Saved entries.
══════════
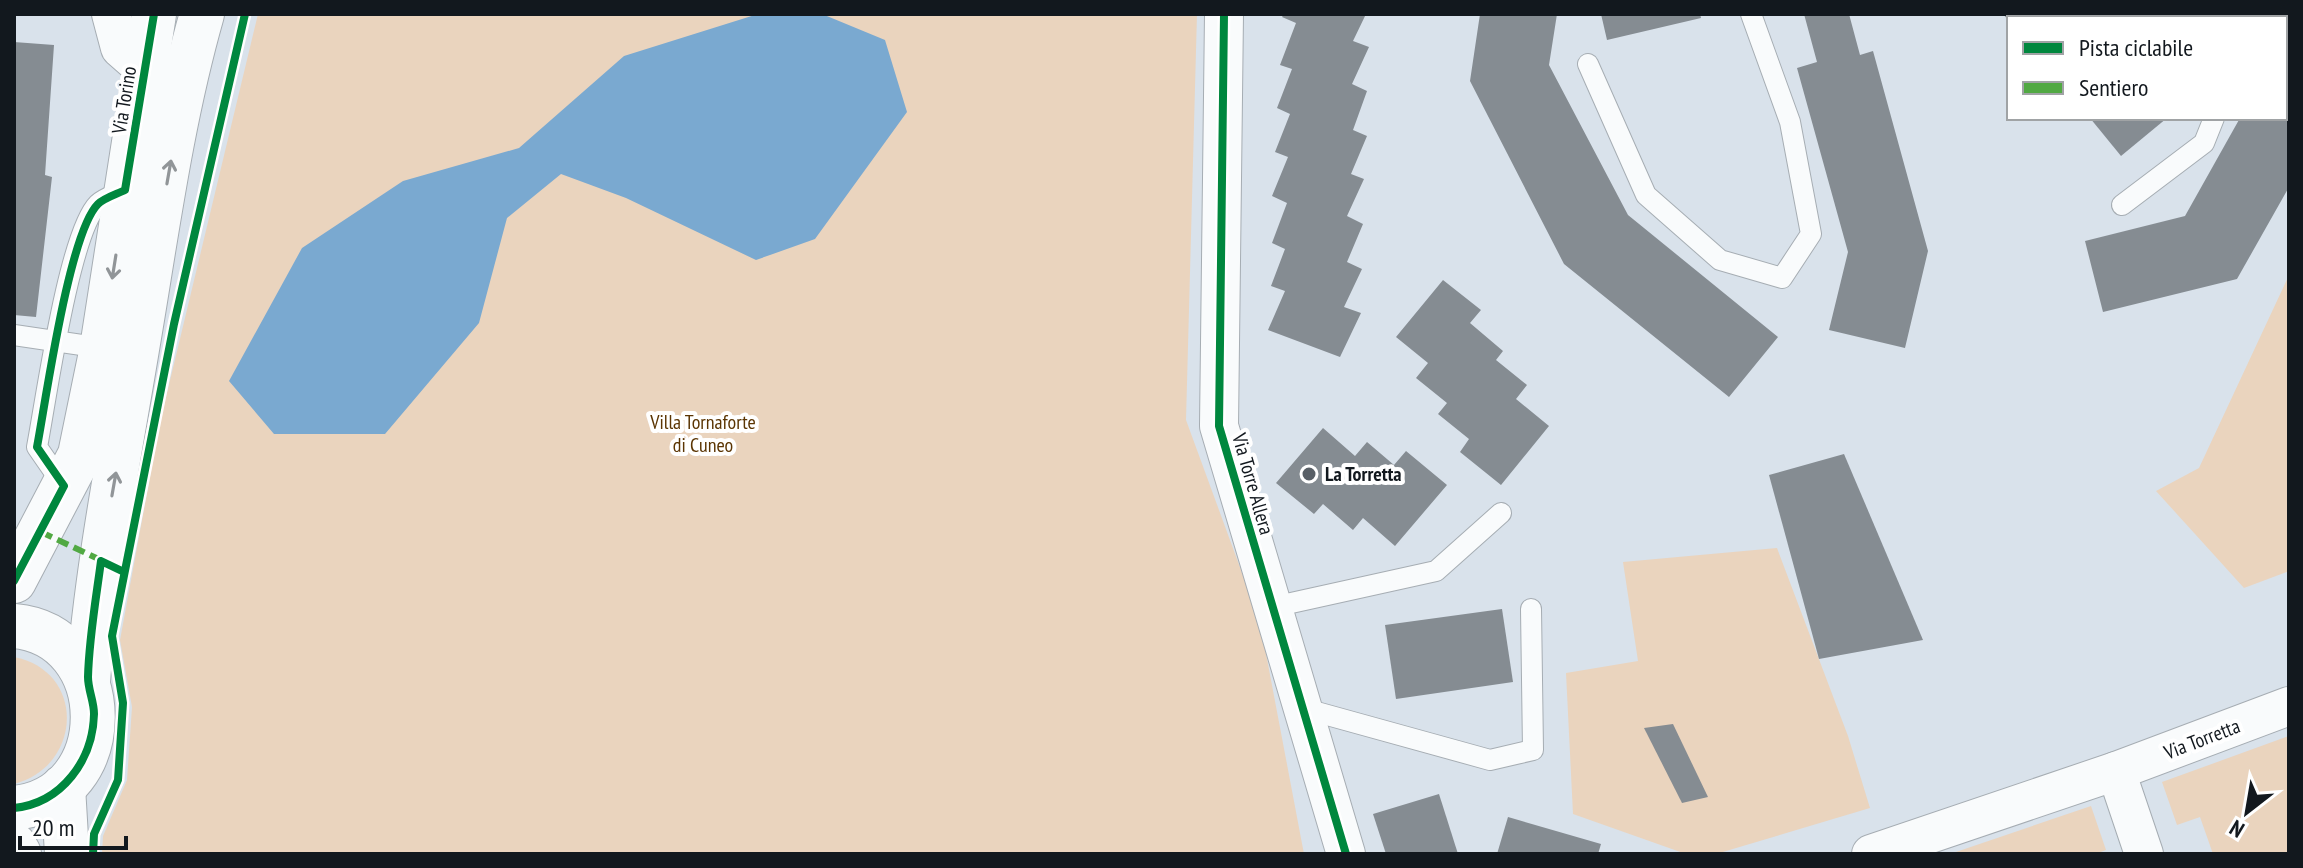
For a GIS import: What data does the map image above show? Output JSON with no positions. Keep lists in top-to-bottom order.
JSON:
{
  "streets": {
    "main road": ["Via Torino"],
    "street": ["Via Torre Allera", "Via Torretta"]
  },
  "parks": ["Villa Tornaforte di Cuneo"],
  "places": ["La Torretta"],
  "legend": ["Pista ciclabile", "Sentiero"],
  "scale_bar": "20 m",
  "north": "bottom left"
}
══════════
PROBLEM REQUIREMENTS. Your task is to set down the records shown above exactly, minus any pictures.

SOLUTION TO THE PROBLEM.
For a GIS import: What data does the map image above show? Output JSON with no positions. Keep lists in top-to-bottom order.
JSON:
{
  "streets": {
    "main road": ["Via Torino"],
    "street": ["Via Torre Allera", "Via Torretta"]
  },
  "parks": ["Villa Tornaforte di Cuneo"],
  "places": ["La Torretta"],
  "legend": ["Pista ciclabile", "Sentiero"],
  "scale_bar": "20 m",
  "north": "bottom left"
}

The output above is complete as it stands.